On the third day of her trial for crimes against humanity in Abidjan, Gbagbo was asked by presiding judge Bouakhi Kouadio why she hadn't asked her husband to cede power when he refused to admit electoral defeat.

"He was the winner," the former first lady told the court.

"He would have slapped me" if I'd tried to persuade him to give up power, she added.

The decision by Laurent Gbagbo not to recognise the victory of his rival Alassane Ouattara triggered a post-election crisis which cost the lives of more than 3,000 people in five months.

The former president is currently on trial at the International Criminal Court in the Hague for war crimes linked to the unrest that followed his refusal to step down.

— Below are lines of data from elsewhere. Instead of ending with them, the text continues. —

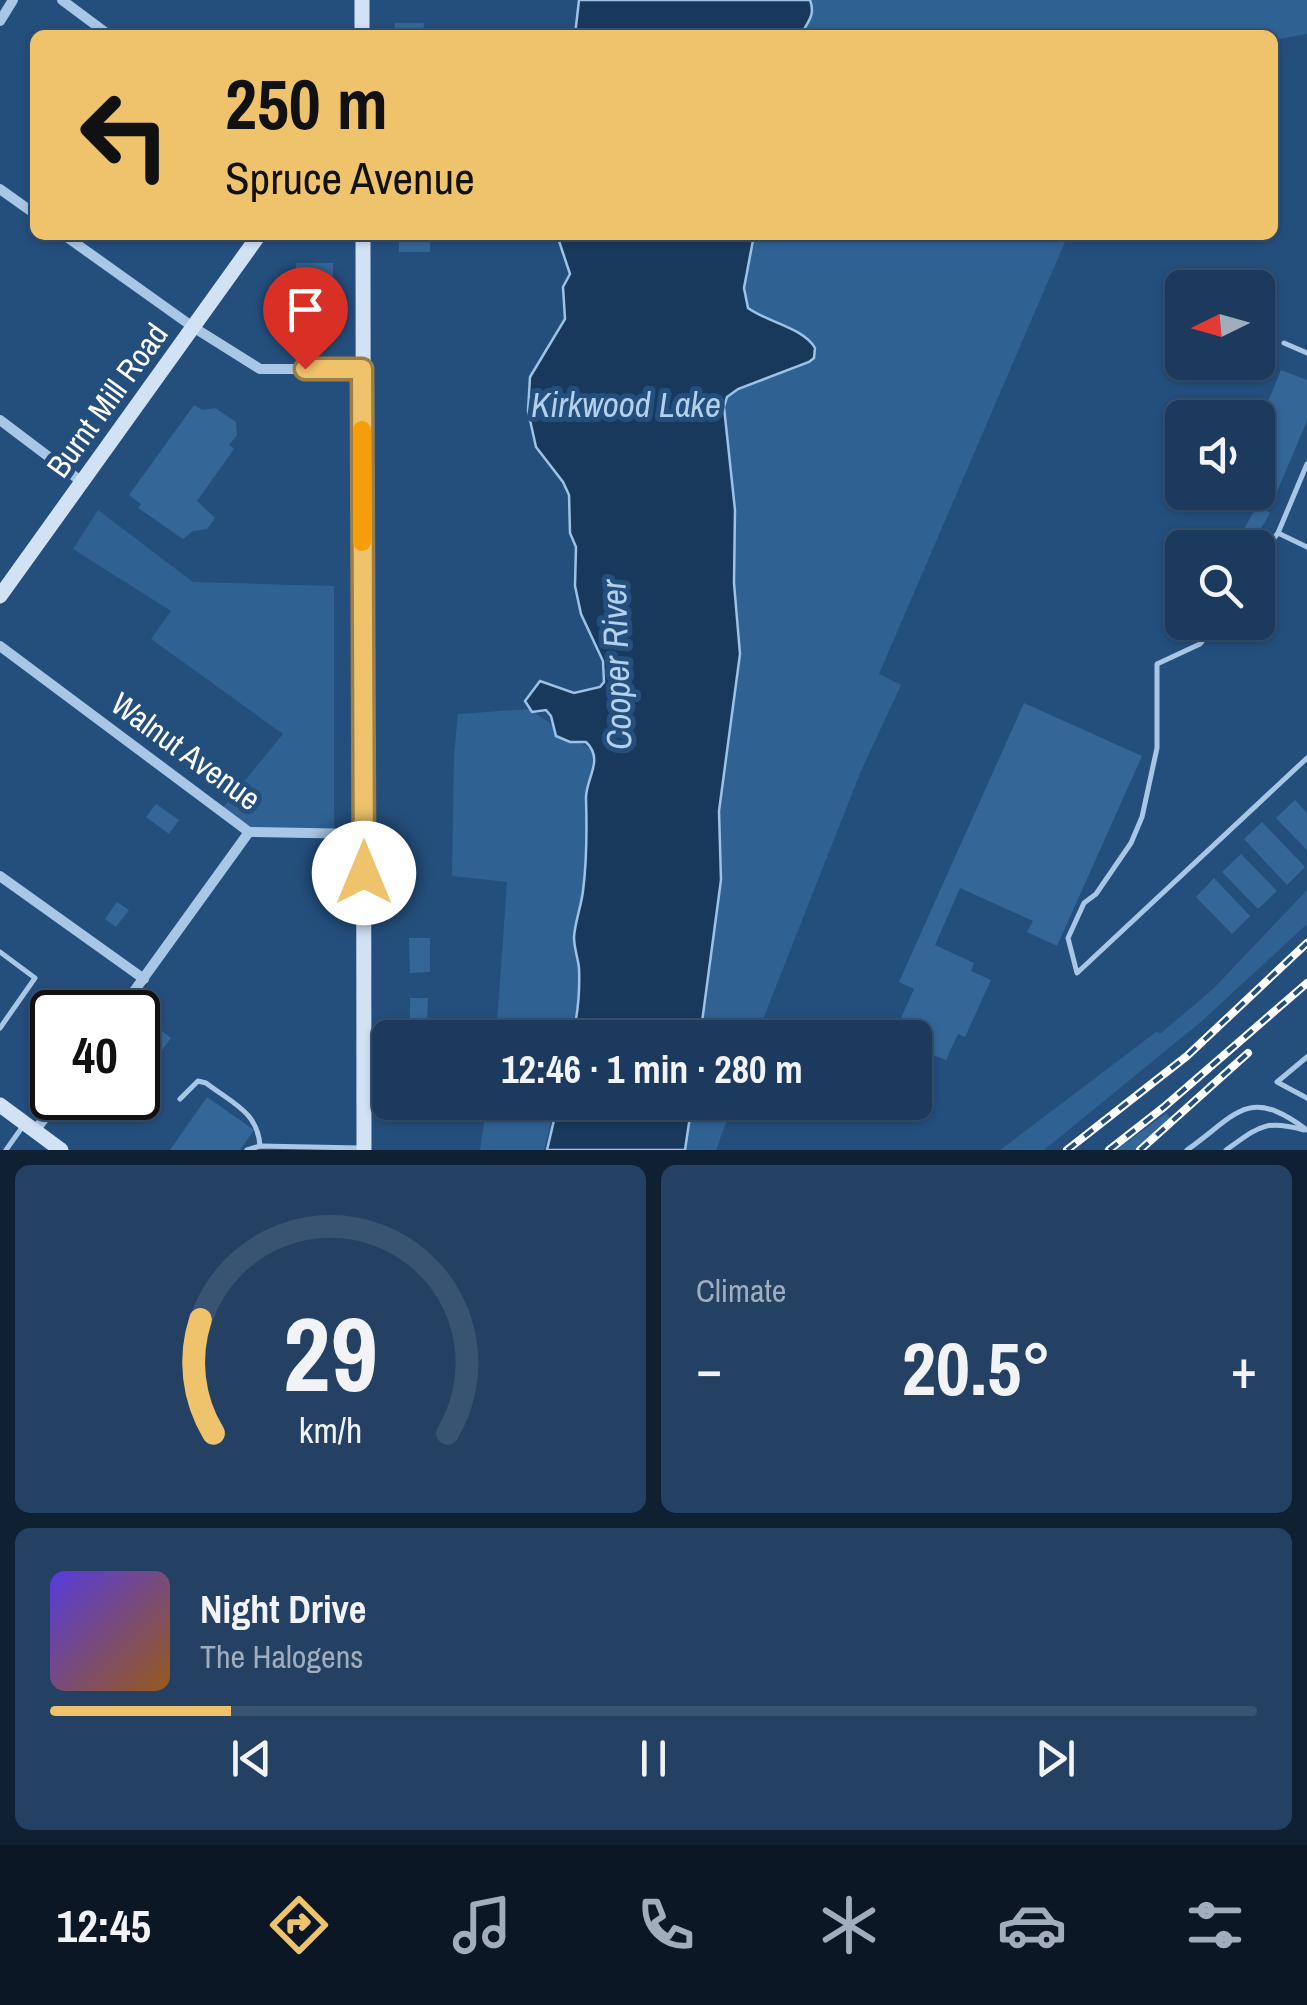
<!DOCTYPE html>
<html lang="en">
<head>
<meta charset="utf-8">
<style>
  :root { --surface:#1b3a5d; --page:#244163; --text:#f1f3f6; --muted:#a0adbc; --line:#395472; --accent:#efc36c }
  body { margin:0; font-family:"Archivo Narrow",sans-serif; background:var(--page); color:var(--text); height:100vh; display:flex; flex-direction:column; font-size:38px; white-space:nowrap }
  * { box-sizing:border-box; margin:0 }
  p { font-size:32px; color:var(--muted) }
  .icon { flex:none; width:55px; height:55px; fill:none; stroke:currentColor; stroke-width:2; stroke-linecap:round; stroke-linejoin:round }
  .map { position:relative; height:1150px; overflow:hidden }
  .side { display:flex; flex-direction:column; gap:15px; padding:15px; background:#0f2033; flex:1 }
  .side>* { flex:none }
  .banner { position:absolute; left:30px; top:30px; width:1248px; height:210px; border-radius:15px; box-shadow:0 2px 8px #0004,0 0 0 2px var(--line); background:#efc36c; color:#111; overflow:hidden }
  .needle { width:65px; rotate:265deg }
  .tools { position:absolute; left:1165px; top:270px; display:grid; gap:20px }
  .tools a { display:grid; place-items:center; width:110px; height:110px; border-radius:15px; background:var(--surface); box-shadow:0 2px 8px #0004,0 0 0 2px var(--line); font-size:50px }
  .speed { position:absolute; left:30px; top:990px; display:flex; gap:20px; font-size:50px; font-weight:700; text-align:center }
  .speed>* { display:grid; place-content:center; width:130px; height:130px; border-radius:50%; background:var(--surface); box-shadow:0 2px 8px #0004,0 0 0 2px var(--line); line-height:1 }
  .speed .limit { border:5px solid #111; border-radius:15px; background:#fff; color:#111 }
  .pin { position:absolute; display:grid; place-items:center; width:85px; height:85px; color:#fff; margin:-102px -42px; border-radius:50% 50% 50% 0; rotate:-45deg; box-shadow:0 0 10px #0007 }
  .pin .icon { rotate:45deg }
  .me { position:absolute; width:110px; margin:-55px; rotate:0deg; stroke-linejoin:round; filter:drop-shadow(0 0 8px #0008) }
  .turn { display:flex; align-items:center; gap:35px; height:210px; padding:0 30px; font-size:45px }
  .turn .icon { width:130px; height:130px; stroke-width:2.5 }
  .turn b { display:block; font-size:70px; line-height:85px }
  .big { font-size:75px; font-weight:700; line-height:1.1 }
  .side .card { flex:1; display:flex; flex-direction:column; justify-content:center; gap:15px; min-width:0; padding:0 35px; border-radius:15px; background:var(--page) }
  .side .dial { align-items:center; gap:0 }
  .dial svg { height:260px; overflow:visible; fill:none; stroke:var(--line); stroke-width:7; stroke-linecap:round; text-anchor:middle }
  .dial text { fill:var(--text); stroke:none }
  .song { display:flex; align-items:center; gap:30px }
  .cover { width:120px; height:120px; border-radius:15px; background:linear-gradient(135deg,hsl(250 70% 55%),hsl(30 70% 35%)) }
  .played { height:10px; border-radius:5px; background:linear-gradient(90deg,var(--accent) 15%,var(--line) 15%) }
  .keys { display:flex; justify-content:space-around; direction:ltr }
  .heat { display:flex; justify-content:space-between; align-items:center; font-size:55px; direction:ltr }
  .side .tiles { flex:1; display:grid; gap:15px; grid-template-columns:1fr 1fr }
  .card:last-child { grid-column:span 2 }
  .trip { position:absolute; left:372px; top:1020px; width:560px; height:100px; border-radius:15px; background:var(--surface); box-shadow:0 2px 8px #0004,0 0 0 2px var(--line); font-weight:700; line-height:100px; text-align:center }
  .tab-bar { display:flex; height:160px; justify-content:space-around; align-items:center; background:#0b1725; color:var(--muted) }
  .tab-bar .icon { width:70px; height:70px }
  .tab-bar .on { color:var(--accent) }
  .tab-bar b { font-size:45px; color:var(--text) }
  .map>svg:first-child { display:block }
</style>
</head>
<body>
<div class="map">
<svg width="1307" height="1150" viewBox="0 0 1307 1150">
  <rect width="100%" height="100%" fill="#244e7c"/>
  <g fill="#2f6193">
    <path d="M810 0H1307V34L1273 40 1272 35H801L812 18Z"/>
    <path d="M754 235H1068L879 674 901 685 861 771 756 1037 700 1038 721 880 719 811 740 654 734 584 735 510 724 407 727 397 738 389 809 362 813 342 764 320 748 308 744 288Z"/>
    <path d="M98 510 193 582 334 586V833L256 832 220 811 283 734 151 639 171 611 73 549Z"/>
    <path d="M529 709 593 751 578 1017 573 1037H496L507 882 452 876 454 754 458 714Z"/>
    <path d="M1307 890V924L1202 1021 1044 1150H1000L1156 1032 1161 1033 1213 989Z"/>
    <path d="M487 1103H556L544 1150H480Z"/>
    <path d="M692 1103H733L716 1150H685Z"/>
  </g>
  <g fill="#19395c" stroke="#9cc2e6" stroke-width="2.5">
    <path d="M579 0H810C816 16 807 22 801 35H575Z"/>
    <path d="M557 235H754L744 288 748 308C767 322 804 328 815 348L814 358 809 362 738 389 727 397 724 407 735 510 734 583 740 654 719 811 721 880 700 1037H572C578 1015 580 992 579 968 578 958 574 948 574 937 575 922 581 907 583 891 587 860 587 831 586 799 585 779 605 760 586 742H570L556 736 551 716 546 710 532 712 525 701 540 681 574 693 600 687 604 682 603 661 581 614 575 586 576 547 570 533 569 495 563 482 536 447 528 411 530 377 565 319 563 287 570 274Z"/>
    <path d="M558 1103H692L685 1150H547Z"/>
  </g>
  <g fill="#356698">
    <path d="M395 23H424L423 35H394Z"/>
    <rect x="399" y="236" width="31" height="16"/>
    <rect x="296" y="263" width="37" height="17"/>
    <path d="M335 322V337H331V340H315V335H304V323Z"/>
    <path d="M1281 370 1307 380V421L1276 494 1258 487V426Z"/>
    <path d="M194 405 202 410 215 408 236 422 237 435 229 445 234 449 197 501 215 518 207 529 193 531 183 539 138 508 141 504 129 495Z"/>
    <path d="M1258 505 1270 513 1252 544 1239 537Z"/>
    <path d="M1024 703 1142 756 1057 946 1027 932 1033 921 960 888 935 945 974 963 971 971 991 980 965 1037 958 1034 946 1060 933 1055 921 1083 915 1080V1038H892L914 989 899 982Z"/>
    <path d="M1295 800 1307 813V850L1276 818Z"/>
    <path d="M156 804 179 820 169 834 146 817Z"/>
    <path d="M1262 822 1305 867 1287 885 1244 839Z"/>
    <path d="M1241 854 1277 891 1258 909 1222 872Z"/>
    <path d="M1214 878 1250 916 1232 934 1196 897Z"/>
    <path d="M117 902 129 910 116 927 105 919Z"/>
    <path d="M409 938H430V972L410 973Z"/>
    <path d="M410 998H428L427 1022H410Z"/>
    <path d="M158 1028 171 1038 154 1061 141 1052Z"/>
    <path d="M207 1097 254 1130 240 1150H170Z"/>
    <path d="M1166 1113 1172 1120 1140 1150H1116Z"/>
  </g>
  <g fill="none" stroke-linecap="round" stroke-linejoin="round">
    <g stroke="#a8c6e5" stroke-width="5">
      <path d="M1284 343 1307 353"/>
      <path d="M1278 533 1307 547"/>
      <path d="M1258 559 1278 533 1307 464"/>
      <path d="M1218 622 1200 644 1157 664V748L1142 817 1131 843 1096 894 1084 903 1068 938 1077 973 1307 758"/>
      <path d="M0 952 35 978 0 1028"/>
      <path d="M1307 1057 1277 1082 1307 1098"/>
      <path d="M180 1099 198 1081 206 1083C232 1103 258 1112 260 1146"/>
      <path d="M6 1150 23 1126"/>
      <path d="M247 1150 260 1146 361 1148"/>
      <path d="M1187 1150C1239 1113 1248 1086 1307 1130"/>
      <path d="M1226 1150C1259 1127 1264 1119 1304 1130"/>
    </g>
    <g stroke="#a8c6e5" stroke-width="10">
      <path d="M62 0 109 35"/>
      <path d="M0 21 13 0"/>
      <path d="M0 189 35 214"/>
      <path d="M64 235 193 327 260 369H362"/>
      <path d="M0 420 82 482"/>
      <path d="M0 646 249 832 363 834"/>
      <path d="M0 876 144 979"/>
      <path d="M119 1012 249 832"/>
      <path d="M35 1131 59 1098"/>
    </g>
    <g stroke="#d1e2f5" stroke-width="15">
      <path d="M362 35V0"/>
      <path d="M363 235 364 1150"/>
      <path d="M0 596 259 235"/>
      <path d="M0 1105 61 1150"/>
    </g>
    <defs>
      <g id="rail">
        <path d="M1067 1150 1187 1056 1307 943"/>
        <path d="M1109 1150 1164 1107 1307 983"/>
        <path d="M1140 1150 1248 1053"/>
      </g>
    </defs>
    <use href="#rail" stroke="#fff" stroke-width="8"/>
    <use href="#rail" stroke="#244e7c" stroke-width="4" stroke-dasharray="11" stroke-linecap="butt"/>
  </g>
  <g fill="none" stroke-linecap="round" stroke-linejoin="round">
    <defs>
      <path id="route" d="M305 369H362L364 873"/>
    </defs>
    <use href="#route" stroke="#9b7f46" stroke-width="25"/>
    <use href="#route" stroke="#efc36c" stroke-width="18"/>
    <path stroke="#f59e0b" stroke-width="18" d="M362 430V542"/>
  </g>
  <g text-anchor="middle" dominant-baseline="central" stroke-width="10" stroke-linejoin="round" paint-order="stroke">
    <g font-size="32" fill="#fff" stroke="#244e7c">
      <text transform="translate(107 400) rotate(-54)">Burnt Mill Road</text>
      <text transform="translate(186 751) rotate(36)">Walnut Avenue</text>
    </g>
    <g font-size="35" font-style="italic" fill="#b3d0ed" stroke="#244e7c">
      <text x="626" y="404">Kirkwood Lake</text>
      <text transform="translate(616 665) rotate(-92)">Cooper River</text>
    </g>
  </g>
</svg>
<div class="tools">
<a><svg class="needle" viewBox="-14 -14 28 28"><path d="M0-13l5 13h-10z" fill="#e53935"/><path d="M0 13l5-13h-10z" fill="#a0adbc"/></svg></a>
<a><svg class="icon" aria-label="sound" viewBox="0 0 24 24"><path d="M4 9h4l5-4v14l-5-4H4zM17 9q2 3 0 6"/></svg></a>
<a><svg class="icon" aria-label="search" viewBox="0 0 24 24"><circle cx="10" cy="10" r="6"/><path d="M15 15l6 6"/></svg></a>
</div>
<div class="speed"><div class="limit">40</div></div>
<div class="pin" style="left:305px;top:369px;background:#d93025"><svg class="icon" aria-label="arrive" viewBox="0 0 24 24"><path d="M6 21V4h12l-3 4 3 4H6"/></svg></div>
<svg class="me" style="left:364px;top:873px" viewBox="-20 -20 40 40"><circle r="19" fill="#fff"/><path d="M0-13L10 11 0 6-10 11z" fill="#efc36c"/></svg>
<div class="trip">12:46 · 1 min · 280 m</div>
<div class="banner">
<div class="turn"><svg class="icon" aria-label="left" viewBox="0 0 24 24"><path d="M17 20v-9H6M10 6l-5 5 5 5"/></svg><div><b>250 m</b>Spruce Avenue</div></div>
</div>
</div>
<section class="side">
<div class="tiles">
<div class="card dial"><svg viewBox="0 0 100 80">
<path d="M14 69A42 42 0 1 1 86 69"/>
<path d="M14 69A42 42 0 0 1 10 34" stroke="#efc36c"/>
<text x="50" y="56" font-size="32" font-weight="700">29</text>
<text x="50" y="72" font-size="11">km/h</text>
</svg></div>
<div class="card"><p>Climate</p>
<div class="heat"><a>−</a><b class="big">20.5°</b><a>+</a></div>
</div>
<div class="card">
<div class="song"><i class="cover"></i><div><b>Night Drive</b><p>The Halogens</p></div></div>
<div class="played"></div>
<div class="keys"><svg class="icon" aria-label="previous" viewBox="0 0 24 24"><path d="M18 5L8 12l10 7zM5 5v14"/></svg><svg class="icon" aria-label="pause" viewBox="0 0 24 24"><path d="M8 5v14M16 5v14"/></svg><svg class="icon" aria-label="next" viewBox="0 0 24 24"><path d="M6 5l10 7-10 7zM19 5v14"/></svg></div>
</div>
</div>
</section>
<nav class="tab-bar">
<b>12:45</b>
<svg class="icon on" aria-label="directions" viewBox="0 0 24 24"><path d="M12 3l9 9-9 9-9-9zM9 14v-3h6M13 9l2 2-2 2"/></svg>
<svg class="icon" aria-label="music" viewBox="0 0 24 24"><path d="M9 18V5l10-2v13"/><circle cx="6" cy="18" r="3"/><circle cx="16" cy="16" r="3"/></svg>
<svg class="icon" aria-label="phone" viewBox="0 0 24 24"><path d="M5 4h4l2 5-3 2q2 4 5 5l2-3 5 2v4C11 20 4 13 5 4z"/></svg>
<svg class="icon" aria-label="climate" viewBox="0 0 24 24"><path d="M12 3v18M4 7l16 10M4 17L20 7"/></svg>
<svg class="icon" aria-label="car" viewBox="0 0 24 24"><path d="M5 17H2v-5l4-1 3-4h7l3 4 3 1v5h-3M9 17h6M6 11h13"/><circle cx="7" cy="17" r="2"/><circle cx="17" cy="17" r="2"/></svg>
<svg class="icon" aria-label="filters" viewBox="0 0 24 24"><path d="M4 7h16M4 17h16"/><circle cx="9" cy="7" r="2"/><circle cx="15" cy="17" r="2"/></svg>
</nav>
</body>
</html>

The influential and hated former first lady has often been accused of strongly supporting her husband's bid to cling to power and of links to the death squads of Gbagbo supporters.

On Thursday she also defended the role played by the "Young Patriots" youth militia which her husband used to at times to bolster his strength by organising riots.

"The patriots did useful work in Ivory Coast. Ivorians should say thank you," Gbagbo said, adding that she was "shocked when they are accused of abuses".

Gbagbo, nicknamed the Ivory coast's "Iron Lady", denied ever having seen the Young Patriots carrying arms and confessed ignorance as to how the movement was funded in 2010-02011.

"I attended their rallies... but I was not their financier," she said.

Young Patriots moment leader Charles Ble Goude, is on trial with Laurent Gbagbo in The Hague.

On Wednesday Simone Gbagbo said she suffered a rape attempt when she and her husband were arrested on April 11, 2011.

She also claimed French soldiers deployed in Ivory Coast filmed the attempted rape.

Simone Gbagbo, 66, denies charges of crimes against prisoners of war, crimes against the civilian population and crimes against humanity.

Several human rights groups representing victims have pulled out of the legal proceedings, saying the case against her was flawed and too hastily organised.